[Dataset Boundary: Start]

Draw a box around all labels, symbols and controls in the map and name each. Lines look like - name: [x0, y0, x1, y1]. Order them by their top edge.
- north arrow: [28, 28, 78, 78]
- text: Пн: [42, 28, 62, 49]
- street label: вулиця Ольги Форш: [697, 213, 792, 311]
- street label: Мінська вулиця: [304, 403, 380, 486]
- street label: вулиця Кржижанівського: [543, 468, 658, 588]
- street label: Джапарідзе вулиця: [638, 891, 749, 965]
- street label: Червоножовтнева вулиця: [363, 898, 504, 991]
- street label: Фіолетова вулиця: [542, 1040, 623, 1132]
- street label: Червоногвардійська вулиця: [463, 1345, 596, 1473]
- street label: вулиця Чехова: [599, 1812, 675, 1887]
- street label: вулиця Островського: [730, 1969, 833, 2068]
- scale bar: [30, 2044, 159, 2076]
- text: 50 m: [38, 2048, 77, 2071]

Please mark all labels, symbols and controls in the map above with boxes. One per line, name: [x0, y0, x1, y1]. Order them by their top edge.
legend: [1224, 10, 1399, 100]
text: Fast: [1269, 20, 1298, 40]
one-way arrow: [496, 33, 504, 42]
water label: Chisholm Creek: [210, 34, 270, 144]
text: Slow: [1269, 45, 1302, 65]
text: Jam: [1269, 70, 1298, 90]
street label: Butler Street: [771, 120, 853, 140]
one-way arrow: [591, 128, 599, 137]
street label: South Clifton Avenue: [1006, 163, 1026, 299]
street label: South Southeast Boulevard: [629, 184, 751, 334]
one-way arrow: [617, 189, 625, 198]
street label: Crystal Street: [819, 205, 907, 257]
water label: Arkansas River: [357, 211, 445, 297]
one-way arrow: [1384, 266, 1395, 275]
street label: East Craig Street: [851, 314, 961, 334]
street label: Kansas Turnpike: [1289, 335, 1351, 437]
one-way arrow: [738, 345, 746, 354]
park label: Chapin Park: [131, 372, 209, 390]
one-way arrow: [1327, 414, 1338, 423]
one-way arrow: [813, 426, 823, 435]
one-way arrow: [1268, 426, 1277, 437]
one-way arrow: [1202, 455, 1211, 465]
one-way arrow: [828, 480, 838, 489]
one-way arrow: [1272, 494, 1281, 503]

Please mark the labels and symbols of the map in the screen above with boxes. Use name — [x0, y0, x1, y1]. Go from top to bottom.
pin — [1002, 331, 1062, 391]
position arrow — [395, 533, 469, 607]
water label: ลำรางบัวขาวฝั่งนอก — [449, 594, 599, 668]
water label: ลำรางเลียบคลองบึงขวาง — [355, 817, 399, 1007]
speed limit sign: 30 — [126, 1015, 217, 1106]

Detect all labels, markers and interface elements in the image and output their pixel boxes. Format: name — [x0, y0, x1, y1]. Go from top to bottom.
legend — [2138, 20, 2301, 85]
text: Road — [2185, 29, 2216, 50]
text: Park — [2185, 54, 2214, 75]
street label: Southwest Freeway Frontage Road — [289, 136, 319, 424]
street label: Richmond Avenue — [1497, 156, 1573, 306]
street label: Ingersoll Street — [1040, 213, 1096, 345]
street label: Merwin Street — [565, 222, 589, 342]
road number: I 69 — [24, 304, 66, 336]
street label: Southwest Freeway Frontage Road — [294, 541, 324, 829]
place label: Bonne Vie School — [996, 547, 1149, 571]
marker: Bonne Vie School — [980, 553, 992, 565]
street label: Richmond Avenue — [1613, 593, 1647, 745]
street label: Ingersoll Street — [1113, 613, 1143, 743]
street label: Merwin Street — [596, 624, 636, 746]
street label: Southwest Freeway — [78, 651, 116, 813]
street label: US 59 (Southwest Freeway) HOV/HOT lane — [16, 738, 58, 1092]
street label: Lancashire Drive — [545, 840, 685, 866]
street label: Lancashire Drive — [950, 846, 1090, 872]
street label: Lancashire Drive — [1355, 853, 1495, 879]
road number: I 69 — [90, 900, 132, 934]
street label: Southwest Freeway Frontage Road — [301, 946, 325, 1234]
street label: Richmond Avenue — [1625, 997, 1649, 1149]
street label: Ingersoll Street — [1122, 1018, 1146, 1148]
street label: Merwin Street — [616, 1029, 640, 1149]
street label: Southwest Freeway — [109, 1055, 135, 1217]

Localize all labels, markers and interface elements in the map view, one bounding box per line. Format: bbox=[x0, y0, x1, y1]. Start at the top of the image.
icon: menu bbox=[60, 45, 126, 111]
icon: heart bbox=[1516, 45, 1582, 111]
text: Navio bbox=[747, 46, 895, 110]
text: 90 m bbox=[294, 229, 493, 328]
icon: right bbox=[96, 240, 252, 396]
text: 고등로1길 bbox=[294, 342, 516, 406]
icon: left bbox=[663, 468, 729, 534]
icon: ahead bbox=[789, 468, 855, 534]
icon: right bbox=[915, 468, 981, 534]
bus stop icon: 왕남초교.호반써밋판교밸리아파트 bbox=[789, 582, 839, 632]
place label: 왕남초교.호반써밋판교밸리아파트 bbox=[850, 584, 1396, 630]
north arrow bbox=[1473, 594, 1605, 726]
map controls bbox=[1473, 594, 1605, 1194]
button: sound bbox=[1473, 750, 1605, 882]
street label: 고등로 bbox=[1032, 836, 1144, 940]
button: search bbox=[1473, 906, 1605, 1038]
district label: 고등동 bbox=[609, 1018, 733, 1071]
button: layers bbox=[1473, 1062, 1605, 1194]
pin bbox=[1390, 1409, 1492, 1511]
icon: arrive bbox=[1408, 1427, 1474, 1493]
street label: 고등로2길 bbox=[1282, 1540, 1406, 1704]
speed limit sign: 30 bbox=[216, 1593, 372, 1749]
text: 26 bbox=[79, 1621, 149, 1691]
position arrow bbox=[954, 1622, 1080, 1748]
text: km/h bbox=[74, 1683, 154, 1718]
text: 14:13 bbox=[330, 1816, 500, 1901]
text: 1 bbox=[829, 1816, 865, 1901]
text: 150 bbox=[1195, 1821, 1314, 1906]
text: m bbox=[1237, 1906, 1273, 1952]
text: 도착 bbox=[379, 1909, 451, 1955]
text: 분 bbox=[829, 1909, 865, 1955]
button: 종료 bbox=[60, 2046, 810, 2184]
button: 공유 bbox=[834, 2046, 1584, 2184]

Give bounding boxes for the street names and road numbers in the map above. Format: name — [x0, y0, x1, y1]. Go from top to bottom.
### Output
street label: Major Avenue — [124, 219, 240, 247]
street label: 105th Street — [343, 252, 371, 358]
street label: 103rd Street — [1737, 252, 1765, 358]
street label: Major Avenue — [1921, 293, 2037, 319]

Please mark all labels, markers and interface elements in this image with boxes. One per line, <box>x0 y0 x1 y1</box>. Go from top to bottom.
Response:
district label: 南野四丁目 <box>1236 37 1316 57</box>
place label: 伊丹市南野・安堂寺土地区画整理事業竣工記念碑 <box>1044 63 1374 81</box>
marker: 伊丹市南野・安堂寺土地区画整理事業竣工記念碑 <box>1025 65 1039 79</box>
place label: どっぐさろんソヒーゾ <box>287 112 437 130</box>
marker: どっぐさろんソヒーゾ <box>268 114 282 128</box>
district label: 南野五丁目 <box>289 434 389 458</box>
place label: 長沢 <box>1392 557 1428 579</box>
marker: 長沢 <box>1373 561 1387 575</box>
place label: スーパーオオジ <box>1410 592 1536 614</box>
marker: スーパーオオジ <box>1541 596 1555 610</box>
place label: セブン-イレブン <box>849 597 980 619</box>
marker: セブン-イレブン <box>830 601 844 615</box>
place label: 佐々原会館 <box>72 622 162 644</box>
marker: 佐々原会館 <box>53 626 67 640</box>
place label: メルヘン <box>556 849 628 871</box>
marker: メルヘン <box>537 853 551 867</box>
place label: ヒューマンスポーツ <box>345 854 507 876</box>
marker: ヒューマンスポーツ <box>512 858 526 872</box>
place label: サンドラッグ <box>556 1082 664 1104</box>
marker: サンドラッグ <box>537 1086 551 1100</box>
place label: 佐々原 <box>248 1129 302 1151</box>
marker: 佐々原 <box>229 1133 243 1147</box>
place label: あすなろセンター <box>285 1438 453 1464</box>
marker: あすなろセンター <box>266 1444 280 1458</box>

[Dataset Boundary: End]

* _Your assignment_
Nothing but the lines above from the one containing "Localize all labels, markers" through the one containing "Please mark all labels, markers" should appear in the answer, each repeated exactly.

* _Exercise solution_
Localize all labels, markers and interface elements in the map view, one bounding box per line. Format: bbox=[x0, y0, x1, y1]. Start at the top of the image.
icon: menu bbox=[60, 45, 126, 111]
icon: heart bbox=[1516, 45, 1582, 111]
text: Navio bbox=[747, 46, 895, 110]
text: 90 m bbox=[294, 229, 493, 328]
icon: right bbox=[96, 240, 252, 396]
text: 고등로1길 bbox=[294, 342, 516, 406]
icon: left bbox=[663, 468, 729, 534]
icon: ahead bbox=[789, 468, 855, 534]
icon: right bbox=[915, 468, 981, 534]
bus stop icon: 왕남초교.호반써밋판교밸리아파트 bbox=[789, 582, 839, 632]
place label: 왕남초교.호반써밋판교밸리아파트 bbox=[850, 584, 1396, 630]
north arrow bbox=[1473, 594, 1605, 726]
map controls bbox=[1473, 594, 1605, 1194]
button: sound bbox=[1473, 750, 1605, 882]
street label: 고등로 bbox=[1032, 836, 1144, 940]
button: search bbox=[1473, 906, 1605, 1038]
district label: 고등동 bbox=[609, 1018, 733, 1071]
button: layers bbox=[1473, 1062, 1605, 1194]
pin bbox=[1390, 1409, 1492, 1511]
icon: arrive bbox=[1408, 1427, 1474, 1493]
street label: 고등로2길 bbox=[1282, 1540, 1406, 1704]
speed limit sign: 30 bbox=[216, 1593, 372, 1749]
text: 26 bbox=[79, 1621, 149, 1691]
position arrow bbox=[954, 1622, 1080, 1748]
text: km/h bbox=[74, 1683, 154, 1718]
text: 14:13 bbox=[330, 1816, 500, 1901]
text: 1 bbox=[829, 1816, 865, 1901]
text: 150 bbox=[1195, 1821, 1314, 1906]
text: m bbox=[1237, 1906, 1273, 1952]
text: 도착 bbox=[379, 1909, 451, 1955]
text: 분 bbox=[829, 1909, 865, 1955]
button: 종료 bbox=[60, 2046, 810, 2184]
button: 공유 bbox=[834, 2046, 1584, 2184]

Give bounding boxes for the street names and road numbers in the map above. Format: name — [x0, y0, x1, y1]. Go from top to bottom.
### Output
street label: Major Avenue — [124, 219, 240, 247]
street label: 105th Street — [343, 252, 371, 358]
street label: 103rd Street — [1737, 252, 1765, 358]
street label: Major Avenue — [1921, 293, 2037, 319]

Please mark all labels, markers and interface elements in this image with boxes. One per line, <box>x0 y0 x1 y1</box>. Go from top to bottom.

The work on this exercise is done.